• Task statement:
Looking at the data, count the lines where the word "Describe" occurs and answer with only the number.
◇ ◇ ◇ ◇ ◇
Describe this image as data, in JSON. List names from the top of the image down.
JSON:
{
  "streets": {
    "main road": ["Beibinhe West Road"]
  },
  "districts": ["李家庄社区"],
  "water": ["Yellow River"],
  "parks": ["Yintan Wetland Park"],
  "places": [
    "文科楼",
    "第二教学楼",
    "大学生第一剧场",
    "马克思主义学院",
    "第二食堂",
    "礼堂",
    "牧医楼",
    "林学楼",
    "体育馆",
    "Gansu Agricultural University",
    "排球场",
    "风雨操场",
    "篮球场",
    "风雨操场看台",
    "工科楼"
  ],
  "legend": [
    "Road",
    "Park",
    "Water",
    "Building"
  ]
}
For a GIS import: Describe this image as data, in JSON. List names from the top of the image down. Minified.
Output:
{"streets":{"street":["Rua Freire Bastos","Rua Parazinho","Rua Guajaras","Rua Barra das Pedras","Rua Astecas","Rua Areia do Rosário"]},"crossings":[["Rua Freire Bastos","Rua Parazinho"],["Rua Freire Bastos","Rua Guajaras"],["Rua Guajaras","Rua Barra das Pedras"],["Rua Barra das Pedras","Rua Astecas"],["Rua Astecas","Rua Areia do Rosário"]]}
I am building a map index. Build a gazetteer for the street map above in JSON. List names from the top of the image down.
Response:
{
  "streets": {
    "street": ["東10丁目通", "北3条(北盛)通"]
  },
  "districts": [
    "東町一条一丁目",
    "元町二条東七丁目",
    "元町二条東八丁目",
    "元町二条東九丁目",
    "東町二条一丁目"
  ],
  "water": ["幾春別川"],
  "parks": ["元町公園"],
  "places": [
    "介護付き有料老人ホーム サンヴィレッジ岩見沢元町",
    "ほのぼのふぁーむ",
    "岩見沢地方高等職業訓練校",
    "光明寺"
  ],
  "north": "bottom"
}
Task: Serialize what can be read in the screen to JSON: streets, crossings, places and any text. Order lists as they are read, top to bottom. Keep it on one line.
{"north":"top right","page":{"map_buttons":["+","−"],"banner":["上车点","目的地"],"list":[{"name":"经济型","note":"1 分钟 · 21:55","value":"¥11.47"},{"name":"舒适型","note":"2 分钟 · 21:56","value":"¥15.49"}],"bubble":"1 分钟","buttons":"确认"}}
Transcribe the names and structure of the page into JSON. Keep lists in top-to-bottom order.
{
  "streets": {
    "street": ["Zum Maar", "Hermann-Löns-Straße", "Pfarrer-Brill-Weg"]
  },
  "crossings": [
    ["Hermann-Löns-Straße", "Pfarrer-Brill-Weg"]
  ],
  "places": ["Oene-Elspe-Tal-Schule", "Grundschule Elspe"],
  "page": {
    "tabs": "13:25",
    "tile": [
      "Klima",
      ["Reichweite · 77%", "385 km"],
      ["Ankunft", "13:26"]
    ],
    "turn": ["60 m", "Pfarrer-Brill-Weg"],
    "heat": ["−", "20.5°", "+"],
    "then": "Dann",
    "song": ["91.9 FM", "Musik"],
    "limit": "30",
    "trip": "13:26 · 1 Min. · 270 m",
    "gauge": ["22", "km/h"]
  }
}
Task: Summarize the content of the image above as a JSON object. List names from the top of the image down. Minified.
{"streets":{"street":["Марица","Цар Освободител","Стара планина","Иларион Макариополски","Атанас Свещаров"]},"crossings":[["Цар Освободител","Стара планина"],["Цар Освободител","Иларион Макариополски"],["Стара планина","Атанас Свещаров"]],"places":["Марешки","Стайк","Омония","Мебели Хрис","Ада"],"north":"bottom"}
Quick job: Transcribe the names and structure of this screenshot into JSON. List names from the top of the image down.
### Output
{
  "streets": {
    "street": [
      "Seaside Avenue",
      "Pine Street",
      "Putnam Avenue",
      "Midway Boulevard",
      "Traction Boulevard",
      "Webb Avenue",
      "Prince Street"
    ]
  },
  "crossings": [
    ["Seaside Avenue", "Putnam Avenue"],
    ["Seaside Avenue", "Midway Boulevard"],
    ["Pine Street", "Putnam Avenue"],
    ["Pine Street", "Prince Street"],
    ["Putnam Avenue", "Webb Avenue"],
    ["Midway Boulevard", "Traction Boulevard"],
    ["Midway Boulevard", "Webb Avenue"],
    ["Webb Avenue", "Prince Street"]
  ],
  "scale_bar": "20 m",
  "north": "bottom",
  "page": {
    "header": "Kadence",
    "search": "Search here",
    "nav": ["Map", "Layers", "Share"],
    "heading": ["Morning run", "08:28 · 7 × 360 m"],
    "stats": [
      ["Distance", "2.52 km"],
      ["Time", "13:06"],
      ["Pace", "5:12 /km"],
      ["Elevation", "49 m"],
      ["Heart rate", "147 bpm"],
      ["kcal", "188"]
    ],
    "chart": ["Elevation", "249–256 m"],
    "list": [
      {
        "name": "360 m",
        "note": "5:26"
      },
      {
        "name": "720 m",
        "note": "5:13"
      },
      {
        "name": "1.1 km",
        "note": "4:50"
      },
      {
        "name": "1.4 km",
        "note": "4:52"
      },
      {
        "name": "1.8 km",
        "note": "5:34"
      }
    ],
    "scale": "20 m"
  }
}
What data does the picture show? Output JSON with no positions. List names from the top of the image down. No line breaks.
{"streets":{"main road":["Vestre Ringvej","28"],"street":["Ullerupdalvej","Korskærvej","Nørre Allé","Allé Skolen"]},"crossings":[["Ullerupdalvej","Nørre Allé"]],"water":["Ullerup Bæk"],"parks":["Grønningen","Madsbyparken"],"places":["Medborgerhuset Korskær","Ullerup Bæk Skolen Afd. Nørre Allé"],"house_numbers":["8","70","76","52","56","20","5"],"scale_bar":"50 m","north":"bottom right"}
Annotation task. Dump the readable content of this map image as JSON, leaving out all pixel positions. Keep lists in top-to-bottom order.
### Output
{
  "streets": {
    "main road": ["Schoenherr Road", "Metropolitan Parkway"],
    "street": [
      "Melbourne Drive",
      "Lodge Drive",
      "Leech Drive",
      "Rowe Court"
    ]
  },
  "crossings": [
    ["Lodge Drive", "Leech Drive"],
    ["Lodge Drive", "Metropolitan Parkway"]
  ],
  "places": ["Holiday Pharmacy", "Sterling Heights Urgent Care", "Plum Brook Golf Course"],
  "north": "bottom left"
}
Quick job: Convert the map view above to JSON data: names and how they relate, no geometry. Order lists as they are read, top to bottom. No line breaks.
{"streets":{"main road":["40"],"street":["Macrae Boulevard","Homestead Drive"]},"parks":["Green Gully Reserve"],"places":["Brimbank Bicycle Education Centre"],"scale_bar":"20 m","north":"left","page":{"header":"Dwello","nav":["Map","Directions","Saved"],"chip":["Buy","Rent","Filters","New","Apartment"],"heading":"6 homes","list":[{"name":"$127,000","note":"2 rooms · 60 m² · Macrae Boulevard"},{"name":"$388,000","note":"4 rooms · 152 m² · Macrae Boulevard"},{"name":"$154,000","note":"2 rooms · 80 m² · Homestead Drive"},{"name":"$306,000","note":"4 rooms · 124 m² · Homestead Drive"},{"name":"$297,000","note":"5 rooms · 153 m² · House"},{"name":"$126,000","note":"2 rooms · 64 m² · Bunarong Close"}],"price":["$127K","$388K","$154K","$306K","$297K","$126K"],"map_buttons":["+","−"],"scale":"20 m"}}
◇ ◇ ◇ ◇ ◇
• Written solution:
2